A blogger is a wide reaching job title that can be a lot of different things. At its simplest, it may be merely writing up a simple story on a small blog and adding affiliate links so that the company can make money from any third-party purchases made. However, it can also be writing for a highly focused website that deals in one particular specialism. Other blogging roles could be for major websites and veer into more journalistic areas.

The key to blogging roles is that there are a few limitations. Age limits are rarely an issue as long as you’re able to write well, while most blogging is done remotely by its very nature, meaning there’s little need to attend an office. Generally, gaining experience is the key here but some sites are happy to use any personal writing experience you may have on your blog as a way of qualifying if you’re good enough.

At its heart, blogging comes down to writing ability. If you’re a good writer, it’s a smart move to round up your best examples when applying. If you have a niche interest that could be relevant, make sure to mention it, otherwise, stick to more general topics.

13. Copywriting intern

Straddling the role between marketing and blogging in many ways, copywriting can be exceptionally varied. Depending on the role you apply to, it may involve writing a few sentences to place on the back of a food packet or writing hundreds of words to be placed on a company’s website. Variety is the spice of life with copywriting and being able to adapt quickly is key.

For many copywriting internships, you will be writing in a specific role. It will often involve meetings with senior staff or even clients, before negotiating what needs writing. Once a brief has been established, it’s down to you to write as close to the specification as possible.

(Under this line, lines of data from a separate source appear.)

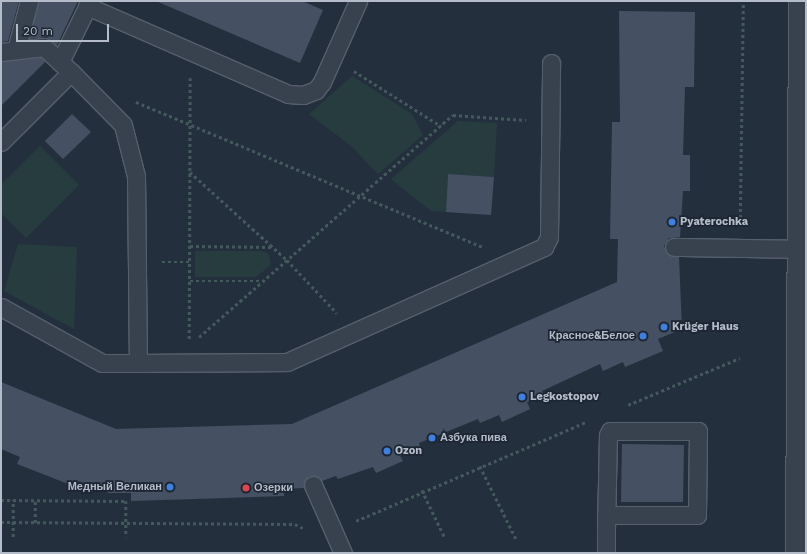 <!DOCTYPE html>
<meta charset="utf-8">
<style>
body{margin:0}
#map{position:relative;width:807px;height:554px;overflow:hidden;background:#242f3e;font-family:"Work Sans",sans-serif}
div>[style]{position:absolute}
.green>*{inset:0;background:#263c3f}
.building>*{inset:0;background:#455162}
.path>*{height:2.5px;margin-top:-1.25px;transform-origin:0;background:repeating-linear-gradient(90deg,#44595c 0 3px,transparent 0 6px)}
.roads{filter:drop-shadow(1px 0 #565f6c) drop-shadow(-1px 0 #565f6c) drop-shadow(0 1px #565f6c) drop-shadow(0 -1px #565f6c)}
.lane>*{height:17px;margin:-8.5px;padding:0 8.5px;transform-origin:8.5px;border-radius:8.5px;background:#38414e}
.street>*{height:22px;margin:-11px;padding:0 11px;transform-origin:11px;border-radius:11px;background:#38414e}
.dots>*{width:11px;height:11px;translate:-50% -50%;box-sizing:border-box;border:2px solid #1d2633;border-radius:50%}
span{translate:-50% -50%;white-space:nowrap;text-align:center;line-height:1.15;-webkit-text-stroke:3.5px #1d2633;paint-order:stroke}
.poi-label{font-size:11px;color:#b4bcc9;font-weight:700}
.left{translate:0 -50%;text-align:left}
.right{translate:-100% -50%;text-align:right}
.frame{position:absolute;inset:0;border:2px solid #b4bcc9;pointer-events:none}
.scale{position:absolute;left:16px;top:24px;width:93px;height:18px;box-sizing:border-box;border:2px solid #b4bcc9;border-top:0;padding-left:5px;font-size:12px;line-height:14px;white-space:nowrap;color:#b4bcc9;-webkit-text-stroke:3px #1d2633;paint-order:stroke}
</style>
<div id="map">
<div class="green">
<i style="clip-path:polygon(352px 76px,412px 114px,423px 135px,378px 174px,351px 146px,309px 114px)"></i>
<i style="clip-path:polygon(458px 121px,497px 123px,494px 177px,448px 174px,446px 212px,431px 211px,391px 179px)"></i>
<i style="clip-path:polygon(40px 146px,79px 185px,26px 238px,1px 213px,1px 185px)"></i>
<i style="clip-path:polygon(18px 244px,77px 247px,74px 329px,4px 291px)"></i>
<i style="clip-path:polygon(195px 251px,262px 251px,269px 254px,271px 265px,256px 277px,195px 277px)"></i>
</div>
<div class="building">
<i style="clip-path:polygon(1px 1px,19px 1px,8px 41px,1px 42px)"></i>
<i style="clip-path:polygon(39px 1px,78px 1px,57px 45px,47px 37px,29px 39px)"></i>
<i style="clip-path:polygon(156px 1px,302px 1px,323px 10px,300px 63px)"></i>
<i style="clip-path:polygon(619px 11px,695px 12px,694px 87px,685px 87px,683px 155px,690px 155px,690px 191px,683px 191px,680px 237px,669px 238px,664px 246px,669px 255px,679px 257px,682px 329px,658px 339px,663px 351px,625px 367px,623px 362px,603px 371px,600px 364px,542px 391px,544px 395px,527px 402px,530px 409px,502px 422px,499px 415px,480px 423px,478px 419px,419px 443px,420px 447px,400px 456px,403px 461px,376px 473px,373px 467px,338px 479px,336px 476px,322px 481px,309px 476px,304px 488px,284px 489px,284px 496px,131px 501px,131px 493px,109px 493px,79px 481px,76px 487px,17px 464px,20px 457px,1px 449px,1px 382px,116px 429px,292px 424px,617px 282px,618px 239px,610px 239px,612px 122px,620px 122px)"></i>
<i style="clip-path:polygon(41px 57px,45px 62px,1px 106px,1px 62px)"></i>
<i style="clip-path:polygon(72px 114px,91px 132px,63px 159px,45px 141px)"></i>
<i style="clip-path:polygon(448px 174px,494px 177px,491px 215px,446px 212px)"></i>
<i style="clip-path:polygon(622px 444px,684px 445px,683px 502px,621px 502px)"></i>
</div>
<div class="path">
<i style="left:354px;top:71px;width:103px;rotate:32.3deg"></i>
<i style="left:136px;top:102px;width:375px;rotate:22.7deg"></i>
<i style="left:190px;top:172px;width:131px;rotate:42.2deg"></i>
<i style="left:287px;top:260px;width:73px;rotate:46.7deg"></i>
<i style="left:740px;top:224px;width:223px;rotate:-89.2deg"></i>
<i style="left:190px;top:246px;width:81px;rotate:0.7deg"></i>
<i style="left:162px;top:262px;width:28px"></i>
<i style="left:190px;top:281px;width:72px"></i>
<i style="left:199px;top:337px;width:337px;rotate:-41.2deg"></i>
<i style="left:453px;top:115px;width:73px;rotate:3.9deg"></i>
<i style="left:189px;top:339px;width:261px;rotate:-89.8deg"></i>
<i style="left:628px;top:405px;width:121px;rotate:-22.8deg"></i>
<i style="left:480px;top:466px;width:81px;rotate:63.7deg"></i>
<i style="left:422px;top:490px;width:53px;rotate:64.4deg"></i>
<i style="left:1px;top:500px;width:125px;rotate:0.5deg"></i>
<i style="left:126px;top:501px;width:36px;rotate:90deg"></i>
<i style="left:356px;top:521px;width:250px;rotate:-23.3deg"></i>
<i style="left:1px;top:522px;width:294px;rotate:0.4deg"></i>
<i style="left:295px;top:524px;width:11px;rotate:27deg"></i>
<i style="left:35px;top:523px;width:23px;rotate:-90deg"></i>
<i style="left:13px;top:537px;width:37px;rotate:-90deg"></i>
</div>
<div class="roads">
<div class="lane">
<i style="left:87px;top:6px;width:219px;rotate:23.6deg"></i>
<i style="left:288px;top:94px;width:15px;rotate:4deg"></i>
<i style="left:303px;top:95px;width:14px;rotate:-21deg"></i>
<i style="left:316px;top:90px;width:10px;rotate:-53deg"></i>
<i style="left:322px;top:82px;width:89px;rotate:-66deg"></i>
<i style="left:16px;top:50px;width:51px;rotate:-75.1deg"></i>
<i style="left:1px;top:52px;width:43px;rotate:-6.6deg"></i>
<i style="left:44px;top:47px;width:22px;rotate:43deg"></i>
<i style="left:71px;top:72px;width:74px;rotate:45.5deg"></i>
<i style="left:123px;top:125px;width:53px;rotate:75.7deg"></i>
<i style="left:136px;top:176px;width:187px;rotate:89.4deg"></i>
<i style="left:138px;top:363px;width:149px;rotate:-0.4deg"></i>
<i style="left:287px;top:362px;width:282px;rotate:-24.1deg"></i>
<i style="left:544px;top:247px;width:11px;rotate:-63deg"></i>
<i style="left:549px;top:237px;width:174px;rotate:-89.3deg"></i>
<i style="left:1px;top:142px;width:99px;rotate:-45deg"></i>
<i style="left:71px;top:72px;width:15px;rotate:-138deg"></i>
<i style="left:60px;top:62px;width:68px;rotate:-63.8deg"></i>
<i style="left:674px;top:247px;width:125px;rotate:0.9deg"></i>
<i style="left:1px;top:307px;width:115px;rotate:29deg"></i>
<i style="left:102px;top:363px;width:36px"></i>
<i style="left:313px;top:485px;width:74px;rotate:66.2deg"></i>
<i style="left:606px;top:553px;width:24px;rotate:-90deg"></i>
<i style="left:606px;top:529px;width:94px;rotate:-88.8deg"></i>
<i style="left:608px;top:435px;width:4px;rotate:-63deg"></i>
<i style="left:610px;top:431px;width:88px"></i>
<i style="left:698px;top:431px;width:84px;rotate:90.7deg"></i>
<i style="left:697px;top:515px;width:91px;rotate:180deg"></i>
</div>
<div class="street">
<i style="left:797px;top:553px;width:552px;rotate:-89.69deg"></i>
</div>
</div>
<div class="dots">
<i style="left:672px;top:222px;background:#3f7fe0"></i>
<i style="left:664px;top:327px;background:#3f7fe0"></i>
<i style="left:643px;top:336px;background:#3f7fe0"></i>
<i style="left:522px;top:397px;background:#3f7fe0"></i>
<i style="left:432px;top:438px;background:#3f7fe0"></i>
<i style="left:387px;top:451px;background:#3f7fe0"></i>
<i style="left:170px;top:487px;background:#3f7fe0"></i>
<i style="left:246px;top:488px;background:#e0444e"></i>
</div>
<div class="poi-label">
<span class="left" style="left:680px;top:222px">Pyaterochka</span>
<span class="left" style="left:672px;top:327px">Krüger Haus</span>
<span class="right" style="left:635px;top:336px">Красное&amp;Белое</span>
<span class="left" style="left:530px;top:397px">Legkostopov</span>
<span class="left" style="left:440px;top:438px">Азбука пива</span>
<span class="left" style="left:395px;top:451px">Ozon</span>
<span class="right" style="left:162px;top:487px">Медный Великан</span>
<span class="left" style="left:254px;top:488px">Озерки</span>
</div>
<div class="frame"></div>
<div class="scale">20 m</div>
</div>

Often, copy will go back for at least one edit so you’ll need to be confident and able to take constructive criticism. It requires having a thick skin sometimes, but it’s the kind of role that can lead to many opportunities if you pursue the field. If you’re a strong writer, it’s a good option to take, especially when looking for something conducted remotely.

14. Social media intern

Social media is everywhere, and pretty much everyone uses some form of social media. Working as a social media intern involves knowing about key trends across multiple platforms. This involves knowing the biggest trend on TikTok or the kind of memes gaining traction on Twitter and Instagram. From there, you discuss with marketing and other people within the company on how best to leverage such content so that the company benefits from social media interaction.

A role as a social media intern often involves being part of many meetings, as well as content creation such as videos, copywriting, or other forms of media. It’s important to engage well with the rest of the team and to know how to garner responses from the chosen audience. Therefore, strong interpersonal skills are vital. You will also need to have a deep understanding of how different social media platforms work and how their algorithms affect performance.

Alongside that, you need to be online a lot, both at work and outside of work so that you know what the latest trends are and be able to spot emerging concepts before they become big business.

15. Admin intern

Working in admin can be varied work so starting at the bottom as an intern can provide a great foundation for a range of skills. Depending on the company, you may be doing a mix of data entry, booking meetings, replying to emails, or answering customer service queries. While the job is very varied and encompasses many of the roles listed above, it’s often a lower-paid position when starting.

It’s important to find an admin role that suits you and your needs. By working for a specialist firm, you may find the opportunity to branch out, potentially moving into HR or a similar field when you’re older. But as a simple admin role for ensuring you have an income or experience, any admin internship offers transferrable skills such as learning how to manage time well.

An admin internship is difficult to procure for younger teens, but older teens looking for more experience in a firm can pursue roles in small companies looking to offer work remotely. By doing so, you’ll have experience on your resume and knowledge of how a small business works.